Lexical Tools for the
Documentation of Endangered Languages:
Requirements Analysis Checklist
RFC 1.0

Dafydd Gibbon (U Bielefeld, Germany)
Bruce Connell (U Yorktown, Canada)
Firmin Ahoua (U Cocody, Abidjan, Côte d'Ivoire)

DOBES Technical Report 4 (Ega)
(Status: RFC draft, January 2001 -- printed January 14, 2001)


Lexical Tools for Documentation of Endangered Languages Lexical Tools for Documentation of Endangered Languages


The goal of this Technical Report is to provide an initial framework for the DOBES Lexicon Working Group1which was set up at the DOBES Hannover Workshop, 12-13 January 2001, in specifying lexical construction and access tools for use in the efficient documentation of endangered languages. In order to fulfil this goal, the properties of such a lexical specification are formulated in the form of a systematic check-list type of questionnaire. Please send completed questionnaires (any common format, paper or electronic) to:

Prof. Dr. Dafydd Gibbon
Fakultät für Linguistik und Literaturwissenschaft
Universität Bielefeld
Postfach 100131
D-33501 Bielefeld

At the DOBES Hannover Workshop, part of the specifications for annotation and encoding in the documentation of endangered languages were defined. These are prerequisites for the definition of a corpus-based lexicon, as the lexicon must be compatible with empirical corpus criteria. It may also be considered desirable to have a non-corpus-based lexicon be compatible with corpus annotations.

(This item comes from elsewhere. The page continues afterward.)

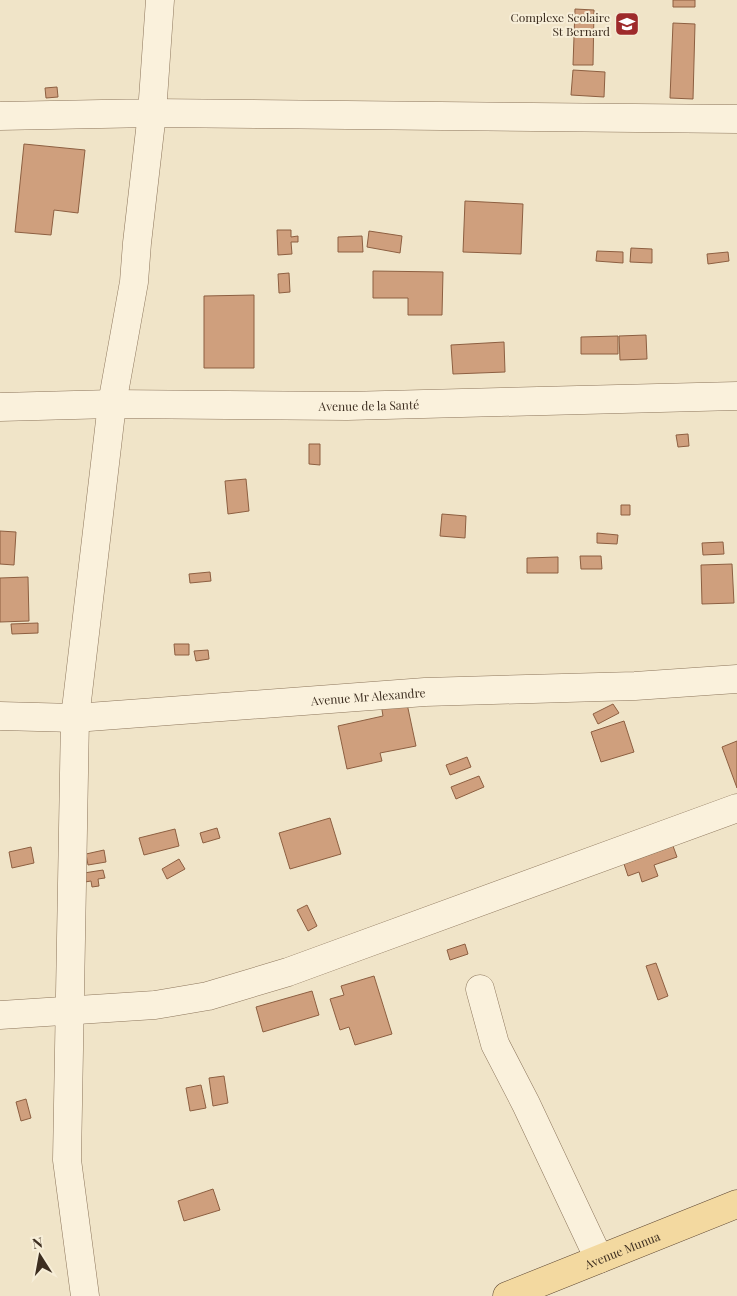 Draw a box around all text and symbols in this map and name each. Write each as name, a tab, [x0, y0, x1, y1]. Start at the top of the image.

However, the questionnaire is not intended to pertain to the needs of your own project alone, but also to the needs of yourselves and others as potential linguistic, ethnographic and other users of lexical information on endangered languages, whether for linguistic analysis or other purposes.

In this document, technical terms are only explained by straightforward examples in order to avoid overloading the questions with explanations. If definitions are felt to be needed, they can be found in [Gibbon 2001].

Please give detailed descriptive answers as far as possible, not just yes/no answers.

Types of `lexicon'

The word lexicon is used in a very general sense throughout this questionnaire. Please clarify your own usage:

  1. How many types of `lexicon' do you use?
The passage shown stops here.